Information provided:
□ □ □
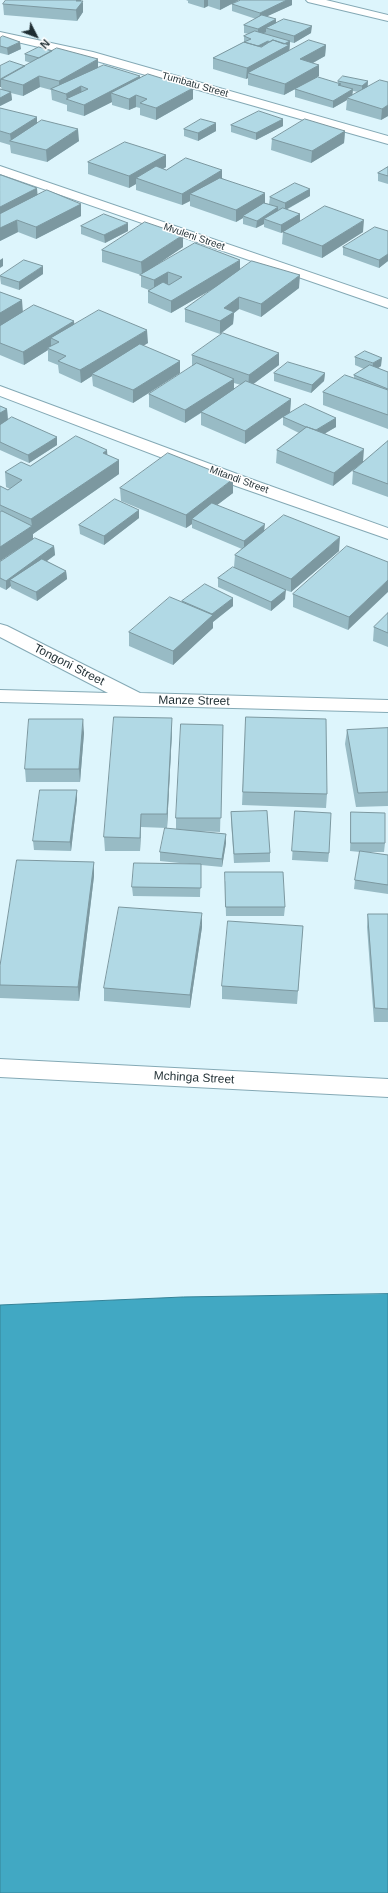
<!DOCTYPE html>
<style>
body{margin:0}
#map{position:relative;width:388px;height:1893px;overflow:hidden;background:#ddf5fc;font-family:Helvetica,sans-serif}
canvas{display:block}
.north{position:absolute;left:16px;top:16px;width:40px;height:40px;-webkit-text-stroke:3px #fff;paint-order:stroke;rotate:132deg;font-size:11px;font-weight:700;line-height:16px;text-align:center;color:#1e2d32}
.north::after{content:'';display:block;margin:auto;width:14px;height:18px;background:#1e2d32;clip-path:polygon(50% 0,100% 100%,50% 72%,0 100%)}
</style>
<div id="map">
<canvas width="388" height="1893"></canvas>
<div class="north">N</div>
</div>
<script>
const c = document.querySelector('canvas').getContext('2d');
c.lineJoin = 'round';
function paint(path, color) { c.fillStyle = color; c.fill(path, 'evenodd'); }
function trace(path, color, width, dash) { c.strokeStyle = color; c.lineWidth = width; c.lineCap = dash ? 'butt' : 'round'; c.setLineDash(dash || []); c.stroke(path); }
function label(font, color, halo, rows, align = 'center') {
  c.font = font + ' Helvetica,sans-serif'; c.lineWidth = 3; c.setLineDash([]); c.textBaseline = 'middle'; c.strokeStyle = halo; c.fillStyle = color; for (const [text, x, y, turn = 0] of rows) {
    c.save(); c.translate(x, y); c.rotate((+turn || 0) * Math.PI / 180); c.textAlign = isNaN(turn) ? turn : align; if (halo) c.strokeText(text, 0, 0); c.fillText(text, 0, 0); c.restore();
  }
}
const water = new Path2D(`
 M 388,1294 L 388,1893 L 0,1893 L 0,1305 L 183,1297 Z`);
const minor = new Path2D(`
 M 306,0 L 326,0 L 388,15 L 388,21 L 308,2 Z
 M 0,32 L 93,52 L 388,136 L 388,144 L 86,58 L 0,38 Z
 M 0,166 L 388,299 L 388,308 L 0,174 Z
 M 0,386 L 248,478 L 388,528 L 388,539 L 236,486 L 0,396 Z
 M 0,624 L 7,626 L 140,693 L 388,700 L 388,712 L 0,702 L 0,690 L 108,693 L 0,637 Z`);
const secondary = new Path2D(`
 M 0,1059 L 388,1079 L 388,1097 L 0,1077 Z`);
const wall = new Path2D(`
 M 186,0 L 239,0 L 220,10 L 208,6 L 204,8 L 188,3 L 188,1 Z
 M 241,0 L 292,0 L 292,5 L 267,16 L 276,23 L 311,33 L 294,43 L 290,42 L 289,51 L 326,45 L 325,56 L 313,63 L 319,76 L 284,95 L 248,85 L 248,78 L 246,79 L 213,69 L 213,58 L 244,42 L 244,36 L 249,34 L 244,33 L 244,25 L 256,19 L 232,11 L 232,4 Z
 M 81,1 L 83,12 L 77,21 L 4,15 L 3,4 Z
 M 0,38 L 21,49 L 8,55 L 0,53 Z
 M 25,54 L 98,68 L 140,78 L 193,99 L 156,120 L 140,115 L 140,108 L 136,107 L 129,110 L 112,105 L 112,102 L 84,116 L 67,111 L 67,105 L 52,100 L 51,90 L 40,87 L 23,96 L 11,93 L 12,100 L 0,106 L 0,89 L 2,90 L 1,87 L 0,87 L 0,66 L 25,66 L 31,63 L 25,61 Z
 M 338,81 L 368,81 L 368,87 L 388,82 L 388,116 L 381,120 L 346,110 L 347,100 L 333,108 L 295,97 L 295,89 L 338,83 ZM 353,91 L 358,92 L 352,95 Z
 M 0,108 L 37,124 L 79,141 L 47,162 L 11,153 L 10,145 L 0,142 Z
 M 283,119 L 283,126 L 256,140 L 231,132 L 231,125 Z
 M 184,129 L 216,131 L 198,141 L 184,136 Z
 M 345,131 L 344,143 L 311,163 L 271,150 L 272,139 Z
 M 166,155 L 166,167 L 163,169 L 166,170 L 222,170 L 222,178 L 265,203 L 269,204 L 270,197 L 310,189 L 310,196 L 286,210 L 300,214 L 300,222 L 363,232 L 322,258 L 282,244 L 283,232 L 281,233 L 264,227 L 264,224 L 256,228 L 243,224 L 243,218 L 236,222 L 190,206 L 190,201 L 182,205 L 136,190 L 136,184 L 129,188 L 88,174 L 88,162 Z
 M 388,167 L 388,184 L 378,181 L 378,173 Z
 M 0,175 L 37,195 L 81,204 L 81,216 L 36,239 L 18,232 L 0,241 Z
 M 81,226 L 128,231 L 105,243 L 81,234 Z
 M 388,231 L 388,261 L 379,268 L 343,255 L 343,247 Z
 M 183,247 L 149,270 L 240,269 L 299,288 L 261,317 L 239,309 L 234,313 L 233,324 L 220,334 L 185,322 L 185,309 L 216,287 L 171,313 L 148,303 L 148,291 L 149,290 L 141,287 L 141,275 L 102,262 L 102,250 Z
 M 43,274 L 19,290 L 1,284 L 0,276 Z
 M 0,292 L 22,300 L 22,312 L 74,321 L 74,325 L 148,343 L 143,346 L 180,361 L 180,373 L 133,403 L 93,386 L 92,376 L 81,383 L 59,373 L 58,365 L 48,361 L 48,350 L 24,365 L 0,355 Z
 M 279,353 L 279,365 L 253,384 L 291,399 L 290,412 L 336,418 L 336,427 L 325,433 L 363,462 L 333,486 L 276,463 L 277,450 L 299,433 L 283,425 L 283,417 L 245,444 L 201,425 L 201,413 L 185,423 L 149,407 L 149,394 L 192,367 L 192,355 ZM 234,383 L 241,385 L 234,390 Z
 M 355,357 L 381,366 L 378,368 L 388,372 L 388,429 L 323,405 L 323,392 L 354,378 L 354,375 L 364,369 L 355,365 Z
 M 274,373 L 325,373 L 324,381 L 311,393 L 274,381 Z
 M 0,406 L 7,409 L 8,420 L 57,437 L 57,445 L 29,463 L 0,450 Z
 M 388,441 L 388,497 L 352,484 L 353,471 Z
 M 107,455 L 119,460 L 119,474 L 33,534 L 33,539 L 54,546 L 55,555 L 47,561 L 66,571 L 67,579 L 37,601 L 11,588 L 11,586 L 6,590 L 0,587 L 0,562 L 22,546 L 0,561 L 0,486 L 8,490 L 10,489 L 6,487 L 5,472 L 30,466 Z
 M 120,488 L 233,493 L 217,505 L 264,531 L 339,551 L 291,592 L 285,590 L 285,599 L 271,611 L 218,587 L 218,578 L 234,567 L 235,555 L 242,549 L 192,528 L 192,524 L 186,528 L 121,501 Z
 M 139,510 L 139,518 L 104,545 L 80,534 L 79,525 Z
 M 388,562 L 348,630 L 293,607 L 293,594 Z
 M 233,598 L 233,606 L 213,622 L 213,628 L 173,665 L 129,646 L 129,632 L 182,602 L 182,601 Z
 M 388,613 L 388,647 L 373,641 L 374,627 Z
 M 246,717 L 327,794 L 326,808 L 242,805 Z
 M 223,725 L 220,832 L 197,831 L 226,834 L 226,843 L 222,867 L 201,865 L 200,897 L 133,896 L 132,887 L 189,864 L 160,861 L 160,852 L 176,829 L 176,818 Z
 M 388,728 L 388,806 L 356,807 L 345,744 L 347,730 Z
 M 172,731 L 167,828 L 141,827 L 140,851 L 105,851 L 104,837 Z
 M 84,733 L 80,782 L 26,782 L 25,769 Z
 M 77,790 L 77,799 L 71,851 L 34,850 L 33,841 Z
 M 295,811 L 329,853 L 328,862 L 292,860 Z
 M 231,812 L 270,853 L 270,862 L 234,863 L 231,821 Z
 M 351,812 L 385,843 L 384,852 L 363,852 L 388,855 L 388,894 L 354,889 L 355,880 L 360,852 L 350,851 L 351,821 Z
 M 94,862 L 94,876 L 79,1001 L 0,998 L 0,966 Z
 M 225,881 L 285,907 L 284,916 L 226,916 Z
 M 368,914 L 388,914 L 388,1022 L 374,1022 L 367,927 Z
 M 303,926 L 297,1004 L 222,999 L 222,986 Z
 M 202,927 L 190,1008 L 104,1001 L 104,988 Z`);
const shadedWall = new Path2D(`
 M 77,0 L 81,0 L 82,3 L 83,1 L 83,12 L 77,21 L 76,10 Z
 M 204,0 L 208,0 L 208,6 L 204,8 Z
 M 220,0 L 239,0 L 220,10 Z
 M 287,0 L 292,0 L 292,5 L 259,20 L 260,13 Z
 M 276,19 L 276,26 L 266,28 L 266,32 L 258,36 L 258,29 Z
 M 312,26 L 311,33 L 294,43 L 294,36 Z
 M 268,41 L 267,48 L 255,47 Z
 M 290,41 L 289,56 L 248,73 L 248,78 L 246,79 L 247,68 L 281,45 Z
 M 20,42 L 21,49 L 8,55 L 7,48 Z
 M 326,45 L 325,56 L 300,70 L 300,59 Z
 M 98,59 L 98,70 L 59,91 L 59,81 Z
 M 319,65 L 319,76 L 284,95 L 285,84 Z
 M 39,76 L 40,87 L 23,96 L 23,85 Z
 M 140,76 L 141,87 L 111,93 L 112,102 L 84,116 L 84,105 Z
 M 1,79 L 1,87 L 0,87 L 0,80 Z
 M 368,81 L 367,88 L 362,93 L 362,86 Z
 M 81,86 L 82,98 L 67,99 L 66,94 Z
 M 193,88 L 193,99 L 156,120 L 156,108 Z
 M 353,89 L 352,97 L 347,98 L 347,100 L 333,108 L 333,101 Z
 M 11,92 L 12,100 L 0,106 L 0,98 Z
 M 136,95 L 136,107 L 129,110 L 129,99 Z
 M 388,105 L 388,116 L 381,120 L 382,109 Z
 M 37,117 L 37,129 L 11,141 L 10,134 Z
 M 283,119 L 283,126 L 256,140 L 256,133 Z
 M 216,123 L 216,131 L 198,141 L 198,133 Z
 M 78,129 L 79,141 L 47,162 L 46,150 Z
 M 345,131 L 344,143 L 311,163 L 312,151 Z
 M 166,155 L 166,167 L 143,180 L 136,178 L 136,184 L 129,188 L 129,176 Z
 M 222,170 L 222,182 L 190,194 L 190,201 L 182,205 L 182,194 Z
 M 37,188 L 38,200 L 0,220 L 0,207 Z
 M 310,189 L 310,196 L 285,210 L 285,203 Z
 M 265,193 L 265,205 L 243,216 L 243,218 L 236,222 L 236,210 Z
 M 81,204 L 81,216 L 36,239 L 36,227 Z
 M 278,207 L 278,215 L 264,219 L 264,224 L 256,228 L 257,221 Z
 M 300,214 L 300,222 L 281,233 L 281,225 Z
 M 17,220 L 18,232 L 0,241 L 0,228 Z
 M 364,220 L 363,232 L 322,258 L 322,246 Z
 M 128,223 L 128,231 L 105,243 L 104,235 Z
 M 183,235 L 183,247 L 142,275 L 141,262 Z
 M 388,254 L 388,261 L 379,268 L 379,260 Z
 M 3,258 L 3,266 L 0,268 L 0,260 Z
 M 240,260 L 240,273 L 171,313 L 171,301 Z
 M 43,266 L 43,274 L 19,290 L 19,282 Z
 M 168,272 L 168,284 L 154,293 L 154,280 Z
 M 300,275 L 299,288 L 261,317 L 261,304 Z
 M 239,297 L 239,309 L 234,313 L 233,324 L 220,334 L 220,321 L 224,308 Z
 M 22,300 L 23,313 L 0,326 L 0,313 Z
 M 74,321 L 75,333 L 59,342 L 51,338 L 51,348 L 47,348 L 48,350 L 24,365 L 23,352 Z
 M 147,330 L 148,343 L 94,374 L 92,374 L 92,376 L 81,383 L 80,370 Z
 M 279,353 L 279,365 L 248,388 L 249,375 Z
 M 382,358 L 381,366 L 372,372 L 373,363 Z
 M 180,361 L 180,373 L 133,403 L 133,390 Z
 M 325,373 L 324,381 L 311,393 L 312,385 Z
 M 234,379 L 234,391 L 185,423 L 185,410 Z
 M 291,399 L 290,412 L 245,444 L 245,431 Z
 M 7,409 L 8,422 L 0,426 L 0,413 Z
 M 336,418 L 336,427 L 314,440 L 315,431 Z
 M 57,437 L 57,445 L 29,463 L 28,455 Z
 M 364,449 L 363,462 L 333,486 L 334,473 Z
 M 107,450 L 108,464 L 103,453 Z
 M 119,460 L 119,474 L 33,534 L 33,539 L 0,561 L 0,547 L 32,526 L 31,519 Z
 M 233,479 L 233,493 L 196,521 L 192,519 L 192,524 L 186,528 L 186,515 Z
 M 139,510 L 139,518 L 104,545 L 104,536 Z
 M 265,524 L 264,532 L 244,549 L 244,541 Z
 M 340,537 L 339,551 L 291,592 L 291,579 Z
 M 54,546 L 55,555 L 16,583 L 10,580 L 11,586 L 6,590 L 6,581 Z
 M 66,571 L 67,579 L 37,601 L 36,592 Z
 M 388,580 L 388,592 L 348,630 L 349,617 Z
 M 286,590 L 285,599 L 271,611 L 271,602 Z
 M 233,598 L 233,606 L 213,622 L 213,628 L 173,665 L 173,651 L 211,615 Z
 M 172,718 L 172,731 L 167,828 L 167,814 Z
 M 83,719 L 84,733 L 80,782 L 79,769 Z
 M 77,790 L 77,799 L 71,851 L 70,842 Z
 M 141,814 L 141,827 L 140,851 L 140,838 Z
 M 226,834 L 226,843 L 222,867 L 222,859 Z
 M 94,862 L 94,876 L 79,1001 L 78,987 Z
 M 202,913 L 202,927 L 190,1008 L 190,995 Z`);
const building = new Path2D(`
 M 6,0 L 77,0 L 76,1 L 83,1 L 76,10 L 3,4 Z
 M 241,0 L 287,0 L 260,13 L 232,4 Z
 M 262,15 L 276,19 L 258,29 L 244,25 Z
 M 284,19 L 312,26 L 294,36 L 266,28 Z
 M 255,31 L 290,41 L 284,44 L 273,40 L 270,42 L 268,41 L 258,46 L 244,42 L 251,39 L 244,36 Z
 M 3,36 L 20,42 L 7,48 L 0,46 L 0,38 Z
 M 273,40 L 289,45 L 247,68 L 213,58 L 244,42 L 261,47 Z
 M 309,40 L 326,45 L 300,59 L 319,65 L 285,84 L 248,73 Z
 M 39,47 L 52,51 L 39,58 L 25,54 Z
 M 57,48 L 98,59 L 59,81 L 39,76 L 23,85 L 1,79 Z
 M 10,61 L 25,66 L 0,80 L 0,66 Z
 M 104,65 L 140,76 L 84,105 L 66,99 L 88,89 L 81,86 L 66,94 L 51,89 Z
 M 148,74 L 193,88 L 156,108 L 140,103 L 147,99 L 136,95 L 129,99 L 111,93 Z
 M 343,76 L 368,81 L 362,86 L 338,81 Z
 M 318,77 L 341,84 L 338,85 L 353,89 L 333,101 L 295,89 Z
 M 380,80 L 388,82 L 388,105 L 382,109 L 347,98 Z
 M 0,89 L 11,92 L 0,98 Z
 M 0,108 L 37,117 L 10,134 L 0,131 Z
 M 259,111 L 283,119 L 256,133 L 231,125 Z
 M 201,119 L 216,123 L 198,133 L 184,129 Z
 M 305,119 L 345,131 L 312,151 L 272,139 Z
 M 42,120 L 78,129 L 46,150 L 10,141 Z
 M 125,142 L 166,155 L 129,176 L 88,162 Z
 M 186,158 L 222,170 L 182,194 L 136,178 L 156,166 L 166,170 Z
 M 388,167 L 388,176 L 378,173 Z
 M 0,175 L 1,175 L 37,188 L 0,207 Z
 M 220,178 L 265,193 L 236,210 L 190,194 Z
 M 295,183 L 310,189 L 285,203 L 270,197 Z
 M 47,190 L 81,204 L 36,227 L 17,220 L 0,228 L 0,214 Z
 M 264,203 L 278,207 L 257,221 L 243,216 Z
 M 325,206 L 364,220 L 322,246 L 283,232 Z
 M 283,208 L 300,214 L 281,225 L 264,219 Z
 M 104,214 L 128,223 L 104,235 L 81,226 Z
 M 145,222 L 183,235 L 141,262 L 102,250 Z
 M 375,227 L 388,231 L 388,254 L 379,260 L 343,247 Z
 M 195,243 L 240,260 L 171,301 L 148,291 L 163,282 L 169,285 L 182,277 L 168,272 L 154,280 L 140,275 Z
 M 24,260 L 43,266 L 19,282 L 0,276 Z
 M 252,261 L 300,275 L 261,304 L 239,297 L 224,308 L 234,312 L 220,321 L 185,309 Z
 M 0,292 L 22,300 L 0,313 Z
 M 34,305 L 74,321 L 23,352 L 0,343 L 0,326 Z
 M 99,310 L 147,330 L 80,370 L 58,361 L 66,356 L 47,348 L 59,342 L 51,338 Z
 M 223,333 L 279,353 L 249,375 L 192,355 Z
 M 140,344 L 180,361 L 133,390 L 92,374 Z
 M 365,351 L 382,358 L 373,363 L 355,357 Z
 M 288,362 L 325,373 L 312,385 L 274,373 Z
 M 197,363 L 234,379 L 185,410 L 149,394 Z
 M 370,365 L 388,372 L 388,389 L 354,375 Z
 M 345,375 L 388,390 L 388,415 L 323,392 Z
 M 246,381 L 291,399 L 245,431 L 201,412 Z
 M 305,404 L 336,418 L 316,430 L 307,427 L 306,427 L 283,417 Z
 M 0,406 L 7,409 L 0,413 Z
 M 12,417 L 57,437 L 28,455 L 0,442 L 0,425 Z
 M 307,427 L 364,449 L 334,473 L 277,450 Z
 M 76,436 L 107,450 L 103,453 L 119,460 L 31,519 L 0,505 L 0,486 L 8,490 L 22,480 L 5,472 L 21,462 L 30,466 Z
 M 388,441 L 388,484 L 353,471 Z
 M 168,453 L 233,479 L 186,515 L 120,488 Z
 M 115,499 L 139,510 L 104,536 L 79,525 Z
 M 212,503 L 265,524 L 244,541 L 192,519 Z
 M 2,511 L 32,526 L 0,547 L 0,513 Z
 M 284,515 L 340,537 L 291,579 L 235,555 Z
 M 35,538 L 54,546 L 6,581 L 0,578 L 0,562 Z
 M 347,546 L 388,562 L 388,580 L 349,617 L 293,594 Z
 M 42,559 L 66,571 L 36,592 L 10,580 Z
 M 233,567 L 286,590 L 271,602 L 218,578 Z
 M 205,584 L 233,598 L 212,614 L 182,601 Z
 M 170,597 L 213,615 L 173,651 L 129,632 Z
 M 388,613 L 388,633 L 374,627 Z
 M 114,717 L 172,718 L 167,814 L 141,814 L 140,838 L 104,837 Z
 M 246,717 L 326,719 L 327,794 L 243,792 Z
 M 29,719 L 83,719 L 79,769 L 25,769 Z
 M 181,724 L 223,725 L 221,818 L 176,818 Z
 M 388,728 L 388,792 L 358,793 L 347,730 Z
 M 40,790 L 77,790 L 70,842 L 33,841 Z
 M 267,811 L 270,853 L 234,854 L 231,812 Z
 M 295,811 L 331,813 L 329,853 L 292,851 Z
 M 351,812 L 385,813 L 385,843 L 351,843 Z
 M 165,828 L 226,834 L 222,859 L 160,852 Z
 M 360,851 L 388,855 L 388,885 L 355,880 Z
 M 17,860 L 94,862 L 78,987 L 0,985 L 0,966 Z
 M 134,863 L 201,864 L 201,888 L 132,887 Z
 M 225,872 L 283,872 L 285,907 L 226,907 Z
 M 119,907 L 202,913 L 190,995 L 104,988 Z
 M 368,914 L 388,914 L 388,1009 L 375,1008 Z
 M 228,921 L 303,926 L 298,991 L 222,986 Z`);
const farStreetnames = [
 ["Tumbatu Street",195,85,16],
 ["Mvuleni Street",194,237,19],
 ["Mitandi Street",239,480,20]
];
const streetNames = [
 ["Tongoni Street",69,665,27],
 ["Manze Street",194,701,1],
 ["Mchinga Street",194,1078,3]
];
paint(water, '#41a8c3');
trace(water, '#368398', 1);
trace(minor, '#84a9b5', 2);
trace(secondary, '#84a9b5', 2);
paint(minor, '#fff');
paint(secondary, '#fff');
paint(wall, '#98bbc5');
paint(shadedWall, '#7c98a0');
paint(building, '#b1d9e5');
trace(building, '#7c98a0', 1);
label('10px', '#1e2d32', '#fff', farStreetnames);
label('12px', '#1e2d32', '#fff', streetNames);
</script>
□ □ □
Task requirements:
All that is wanted is each line, word for word, from the first line of the data to the one holding "const water = new", with the pictures left out.

Problem solution:
<!DOCTYPE html>
<style>
body{margin:0}
#map{position:relative;width:388px;height:1893px;overflow:hidden;background:#ddf5fc;font-family:Helvetica,sans-serif}
canvas{display:block}
.north{position:absolute;left:16px;top:16px;width:40px;height:40px;-webkit-text-stroke:3px #fff;paint-order:stroke;rotate:132deg;font-size:11px;font-weight:700;line-height:16px;text-align:center;color:#1e2d32}
.north::after{content:'';display:block;margin:auto;width:14px;height:18px;background:#1e2d32;clip-path:polygon(50% 0,100% 100%,50% 72%,0 100%)}
</style>
<div id="map">
<canvas width="388" height="1893"></canvas>
<div class="north">N</div>
</div>
<script>
const c = document.querySelector('canvas').getContext('2d');
c.lineJoin = 'round';
function paint(path, color) { c.fillStyle = color; c.fill(path, 'evenodd'); }
function trace(path, color, width, dash) { c.strokeStyle = color; c.lineWidth = width; c.lineCap = dash ? 'butt' : 'round'; c.setLineDash(dash || []); c.stroke(path); }
function label(font, color, halo, rows, align = 'center') {
  c.font = font + ' Helvetica,sans-serif'; c.lineWidth = 3; c.setLineDash([]); c.textBaseline = 'middle'; c.strokeStyle = halo; c.fillStyle = color; for (const [text, x, y, turn = 0] of rows) {
    c.save(); c.translate(x, y); c.rotate((+turn || 0) * Math.PI / 180); c.textAlign = isNaN(turn) ? turn : align; if (halo) c.strokeText(text, 0, 0); c.fillText(text, 0, 0); c.restore();
  }
}
const water = new Path2D(`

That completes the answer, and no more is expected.